I really enjoyed the chic modern feel of the place. The upscale ambiance goes a long to flavoring the overall dining experience, no matter where you are.
But the real question must be asked: How was the food? In a word: Delicious. I’m anything but concise, so here goes…
Daniel and I ordered two small plates to start: the Tao Temple Salad and the Hot and Sour Soup. The salad was composed of mixed baby greens, endive, radicchio, crisp wonton flakes, ginger, and a light citrus vinaigrette. I thought the salad was a delightful blend of fresh ingredients, a perfectly hefty size, but the dressing added very little flavor. It tasted mostly of oil. Still a perfect starter, though.
The Hot and Sour soup was a nice consistency- much better than the typical gelatinous goopy bowl that I’ve found at a lot of Asian restaurants, but it lacked a real kick of flavor and spice. Not bad, but not great.
We then moved on to the sushi. I adored the Chef’s Roll, which had tuna, salmon, avocado, tobiko, tempura flakes, and a drizzle of spicy mayonnaise. The peak of freshness. The roll had that perfect melting quality to it- creamy mouthfuls of vinegar-seasoned rice, flavorful fatty fish, the crunch of tempura and tobiko, and a hint of spice.
I also commend TAO on the sashimi. A lot of sushi places slice the fish a bit too thick for my liking- making me feel like I’m stuffing a salmon log down my gullet.
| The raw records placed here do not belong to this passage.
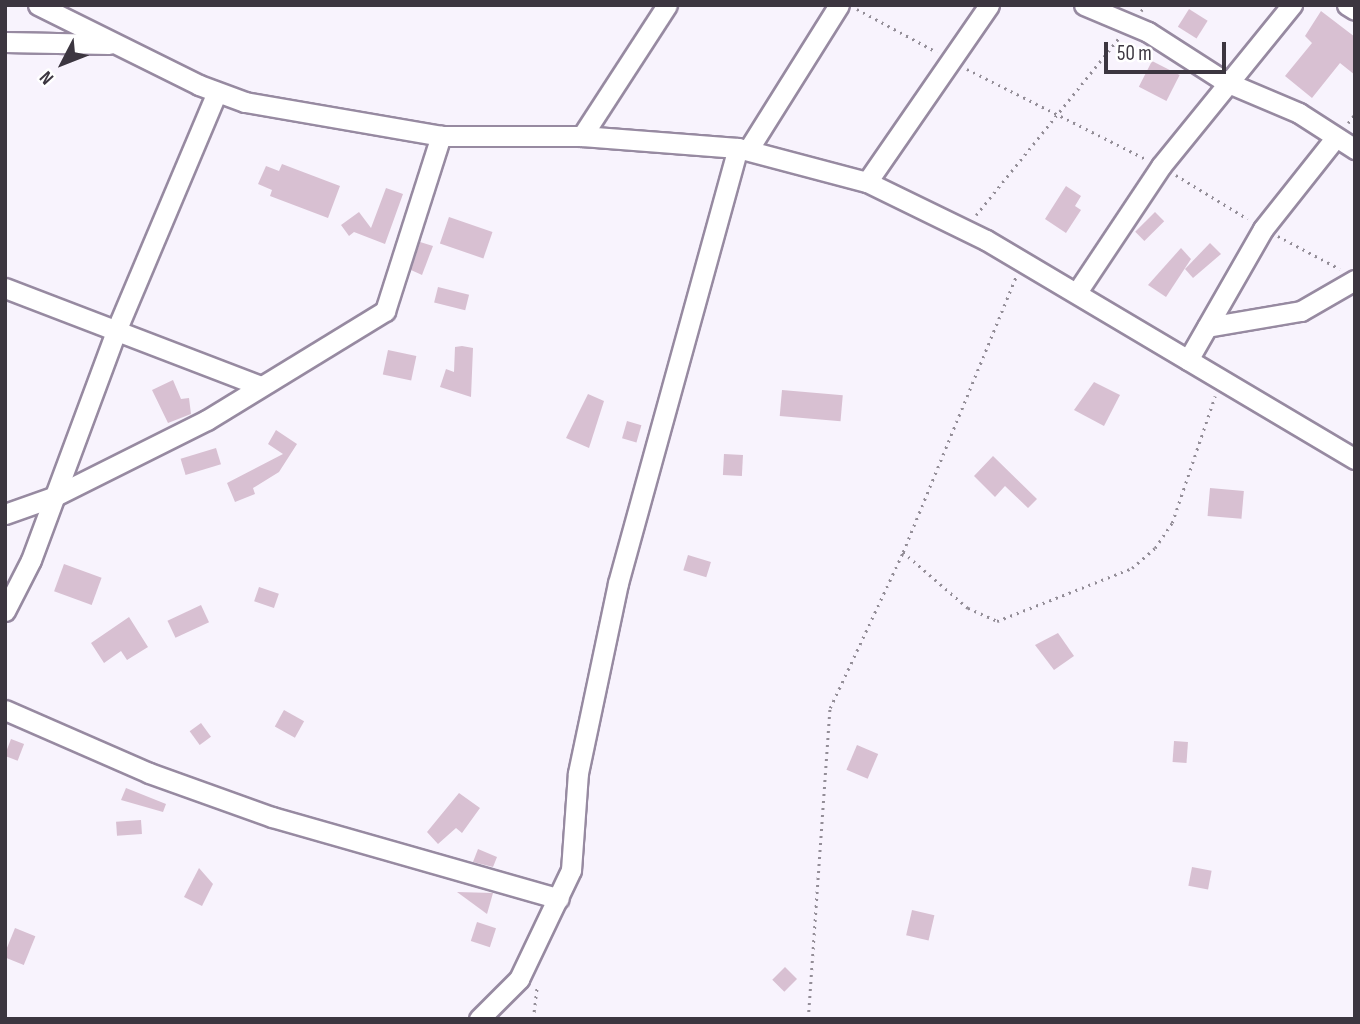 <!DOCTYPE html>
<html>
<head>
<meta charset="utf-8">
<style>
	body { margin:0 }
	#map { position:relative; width:1360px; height:1024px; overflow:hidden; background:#f8f3fd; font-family:"Sofia Sans Condensed",sans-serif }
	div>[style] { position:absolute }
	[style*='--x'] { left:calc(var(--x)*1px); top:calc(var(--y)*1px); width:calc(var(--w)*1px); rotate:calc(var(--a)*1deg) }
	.building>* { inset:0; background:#d8c0d2; transform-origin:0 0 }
	.path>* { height:2.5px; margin-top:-1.25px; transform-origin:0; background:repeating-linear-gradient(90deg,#938d97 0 2px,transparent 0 7px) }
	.roads { filter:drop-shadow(2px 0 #978aa1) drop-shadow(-2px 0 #978aa1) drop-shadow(0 2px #978aa1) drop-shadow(0 -2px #978aa1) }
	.minor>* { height:19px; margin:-9.5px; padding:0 9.5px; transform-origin:9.5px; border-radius:9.5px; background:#fff }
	span { translate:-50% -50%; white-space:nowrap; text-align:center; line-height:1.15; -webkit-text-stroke:6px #fff; paint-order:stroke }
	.frame { position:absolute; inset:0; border:7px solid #3c3640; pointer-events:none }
	.north { position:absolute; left:28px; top:28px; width:70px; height:70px; -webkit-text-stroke:5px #fff; paint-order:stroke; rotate:228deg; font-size:19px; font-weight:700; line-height:28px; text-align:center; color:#3c3640 }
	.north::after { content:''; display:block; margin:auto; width:24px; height:32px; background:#3c3640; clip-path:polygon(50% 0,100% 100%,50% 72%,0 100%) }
	.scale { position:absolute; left:1104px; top:42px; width:122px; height:32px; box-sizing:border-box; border:4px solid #3c3640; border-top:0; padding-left:9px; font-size:21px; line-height:24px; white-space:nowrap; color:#3c3640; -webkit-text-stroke:5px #fff; paint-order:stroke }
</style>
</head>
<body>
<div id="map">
	<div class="building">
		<div style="left:1189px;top:9px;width:22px;height:21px;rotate:32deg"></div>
		<div style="clip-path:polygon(1321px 11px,1355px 37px,1355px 75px,1340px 63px,1312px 98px,1285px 76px,1312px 43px,1305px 36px)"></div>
		<div style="left:1152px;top:61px;width:31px;height:29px;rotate:27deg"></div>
		<div style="clip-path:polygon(282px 164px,340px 186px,328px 218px,270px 196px,272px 190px,258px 184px,266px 166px,279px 171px)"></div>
		<div style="clip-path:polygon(1066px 186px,1081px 196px,1075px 206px,1081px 210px,1066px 233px,1045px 219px)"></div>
		<div style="clip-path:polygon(386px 188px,403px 194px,385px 244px,354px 232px,349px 236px,341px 225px,359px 212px,371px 228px)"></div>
		<div style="left:1155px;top:212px;width:13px;height:28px;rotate:45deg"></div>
		<div style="left:449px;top:217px;width:46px;height:28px;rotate:19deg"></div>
		<div style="clip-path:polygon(420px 242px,433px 246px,422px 275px,411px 270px)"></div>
		<div style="clip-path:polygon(1210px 243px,1221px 254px,1193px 278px,1185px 269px)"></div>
		<div style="clip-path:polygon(1181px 248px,1191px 259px,1166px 297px,1148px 285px)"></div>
		<div style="left:438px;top:287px;width:32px;height:16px;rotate:14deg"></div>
		<div style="clip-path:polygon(462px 346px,473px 348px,471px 397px,440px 387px,446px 369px,454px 372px,455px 347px)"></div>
		<div style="left:388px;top:350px;width:29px;height:25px;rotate:12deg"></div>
		<div style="clip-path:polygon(173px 380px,181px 399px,189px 398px,191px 414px,168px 423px,152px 390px)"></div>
		<div style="clip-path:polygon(1094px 382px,1120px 395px,1104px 426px,1074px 410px)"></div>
		<div style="left:782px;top:390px;width:61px;height:26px;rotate:5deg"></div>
		<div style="clip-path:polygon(588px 394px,604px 401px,589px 448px,566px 438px)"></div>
		<div style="left:627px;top:421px;width:15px;height:18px;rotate:16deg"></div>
		<div style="clip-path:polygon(276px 430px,297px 444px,279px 472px,253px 488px,255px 494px,235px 502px,227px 483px,283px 454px,268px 444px)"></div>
		<div style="left:216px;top:448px;width:17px;height:37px;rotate:73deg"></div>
		<div style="left:724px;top:454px;width:19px;height:21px;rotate:3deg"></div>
		<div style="clip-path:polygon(993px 456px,1037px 499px,1028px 508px,1005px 486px,995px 497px,974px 476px)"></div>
		<div style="left:1210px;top:488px;width:34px;height:28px;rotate:5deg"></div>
		<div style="left:688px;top:555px;width:24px;height:16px;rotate:17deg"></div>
		<div style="left:64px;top:564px;width:40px;height:29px;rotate:20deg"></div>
		<div style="left:259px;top:587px;width:21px;height:15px;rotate:19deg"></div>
		<div style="left:201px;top:605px;width:19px;height:37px;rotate:65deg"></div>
		<div style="clip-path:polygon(129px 617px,148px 647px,127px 660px,121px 651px,104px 663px,91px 643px)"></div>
		<div style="clip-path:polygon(1058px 633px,1074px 656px,1054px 670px,1035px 645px)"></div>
		<div style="left:284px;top:710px;width:23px;height:19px;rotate:29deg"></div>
		<div style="left:201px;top:723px;width:17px;height:14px;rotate:54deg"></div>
		<div style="left:11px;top:739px;width:14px;height:18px;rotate:21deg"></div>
		<div style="left:1174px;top:741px;width:14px;height:21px;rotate:4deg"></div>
		<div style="left:857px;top:745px;width:23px;height:27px;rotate:23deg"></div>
		<div style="clip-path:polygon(126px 788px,166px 804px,163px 812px,121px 800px)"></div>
		<div style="clip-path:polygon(459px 793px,480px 808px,462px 833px,456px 828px,438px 844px,427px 832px)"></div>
		<div style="left:141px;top:820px;width:14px;height:25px;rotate:86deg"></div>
		<div style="clip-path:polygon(478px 849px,497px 857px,493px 867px,473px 862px)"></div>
		<div style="left:1192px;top:867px;width:20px;height:19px;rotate:11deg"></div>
		<div style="clip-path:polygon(199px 868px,213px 884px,202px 906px,184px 897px)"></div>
		<div style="clip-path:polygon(457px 892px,493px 893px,487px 914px)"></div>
		<div style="left:912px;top:910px;width:23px;height:26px;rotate:13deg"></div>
		<div style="left:477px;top:922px;width:20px;height:20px;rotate:18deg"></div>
		<div style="left:15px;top:928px;width:22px;height:31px;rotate:22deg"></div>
		<div style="left:785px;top:967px;width:17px;height:18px;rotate:45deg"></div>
	</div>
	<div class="path">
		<div style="--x:857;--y:9;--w:91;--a:28.3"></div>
		<div style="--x:1141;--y:11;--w:8;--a:-50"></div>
		<div style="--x:967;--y:69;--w:200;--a:26.7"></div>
		<div style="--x:1348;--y:123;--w:11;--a:-52"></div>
		<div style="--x:1176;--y:175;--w:84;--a:31.4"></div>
		<div style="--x:976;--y:215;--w:228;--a:-51.1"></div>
		<div style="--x:1278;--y:236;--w:70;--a:28"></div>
		<div style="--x:903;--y:552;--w:86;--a:40.7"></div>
		<div style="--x:968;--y:608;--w:32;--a:24"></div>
		<div style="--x:997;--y:621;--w:145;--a:-21.4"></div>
		<div style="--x:1132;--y:568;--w:30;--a:-41"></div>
		<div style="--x:1155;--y:548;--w:30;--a:-56"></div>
		<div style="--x:1172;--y:523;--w:134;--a:-71.3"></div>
		<div style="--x:533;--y:1019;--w:33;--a:-83"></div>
		<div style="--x:808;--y:1019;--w:312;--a:-86"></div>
		<div style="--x:830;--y:708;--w:172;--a:-64.9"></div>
		<div style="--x:903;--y:552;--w:297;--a:-67.7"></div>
	</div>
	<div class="roads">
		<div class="minor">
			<div style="--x:38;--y:5;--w:180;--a:26.4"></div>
			<div style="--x:199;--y:85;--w:49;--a:20.3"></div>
			<div style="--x:245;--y:102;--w:199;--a:9.8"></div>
			<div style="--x:441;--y:136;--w:141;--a:0"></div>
			<div style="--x:582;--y:136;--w:156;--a:4.4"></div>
			<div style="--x:738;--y:148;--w:133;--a:14.8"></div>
			<div style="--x:867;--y:182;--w:132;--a:26"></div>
			<div style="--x:986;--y:240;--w:429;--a:30.7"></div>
			<div style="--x:1084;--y:5;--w:69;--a:22.9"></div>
			<div style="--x:1148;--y:32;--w:93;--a:32.7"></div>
			<div style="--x:1226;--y:82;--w:79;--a:23"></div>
			<div style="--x:1299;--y:113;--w:67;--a:32.7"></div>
			<div style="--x:1347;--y:5;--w:9;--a:32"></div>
			<div style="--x:5;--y:42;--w:104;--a:1.1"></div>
			<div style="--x:582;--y:136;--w:156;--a:-57"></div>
			<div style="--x:748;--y:150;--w:171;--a:-57.9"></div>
			<div style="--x:867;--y:182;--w:215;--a:-55.4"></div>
			<div style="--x:5;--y:288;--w:273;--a:21"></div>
			<div style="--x:1077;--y:292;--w:151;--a:-56.3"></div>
			<div style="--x:1161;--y:166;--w:208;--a:-50.9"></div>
			<div style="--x:1207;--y:327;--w:95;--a:-9.7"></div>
			<div style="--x:1301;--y:311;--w:62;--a:-29.9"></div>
			<div style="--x:1188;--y:360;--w:151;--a:-60.2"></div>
			<div style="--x:1263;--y:229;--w:116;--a:-51.6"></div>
			<div style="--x:5;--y:514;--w:51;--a:-19.5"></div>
			<div style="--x:53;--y:497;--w:172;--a:-26.6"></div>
			<div style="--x:207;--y:420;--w:209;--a:-31.5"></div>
			<div style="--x:385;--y:311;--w:184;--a:-72.3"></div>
			<div style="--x:5;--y:611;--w:57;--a:-63"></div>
			<div style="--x:31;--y:560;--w:244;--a:-69.6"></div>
			<div style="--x:116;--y:331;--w:259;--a:-67.1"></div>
			<div style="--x:5;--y:710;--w:157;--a:23.6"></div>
			<div style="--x:149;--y:773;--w:131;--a:19.7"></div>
			<div style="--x:272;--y:817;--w:298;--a:15.9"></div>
			<div style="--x:479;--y:1019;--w:57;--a:-45"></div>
			<div style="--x:519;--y:979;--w:121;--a:-64.5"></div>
			<div style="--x:571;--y:870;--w:97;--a:-85.9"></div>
			<div style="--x:578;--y:773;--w:194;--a:-78.1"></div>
			<div style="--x:618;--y:583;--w:451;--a:-74.6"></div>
		</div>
	</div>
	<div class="frame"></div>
	<div class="north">N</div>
	<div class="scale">50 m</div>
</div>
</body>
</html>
Here, it was thinly sliced, buttery, and the yellowtail and white tuna tasted so fresh that I questioned whether Vegas was in fact sitting on the coast. For the record, it is not.
And while the sushi was wonderful, I’ve had delicious sushi before. In New York, in Philadelphia, in Boston, and Washington. As divine as the raw fish will be, the real reason to dine at TAO is this:
The Miso Glazed Chilean Sea Bass with Wok Vegetables. Truly one of the ten best bites of food I’ve had in my life. How can I describe the taste of the sea bass? Like salt meets butter meets sweet cream. Luscious. As rich as Oprah and Bill Gates…combined. It barely had a chance to flake because it just melted on my tongue. Like edible cashmere: smooth and luxurious.
My vision is now blurring and I’m verging on transcending time and space just thinking about it.
It’s time to head out for some Vegas festivities. I was about to say Strip festivities but realized that doesn’t quite sound right…
We’re headed to see Cirque du Soleil “O” tonight at the Bellagio, which I’m just thrilled about. That’s the performance where they submerge themselves in water. I’ll be back with details on the Vegas happenings later! Have a lovely Friday!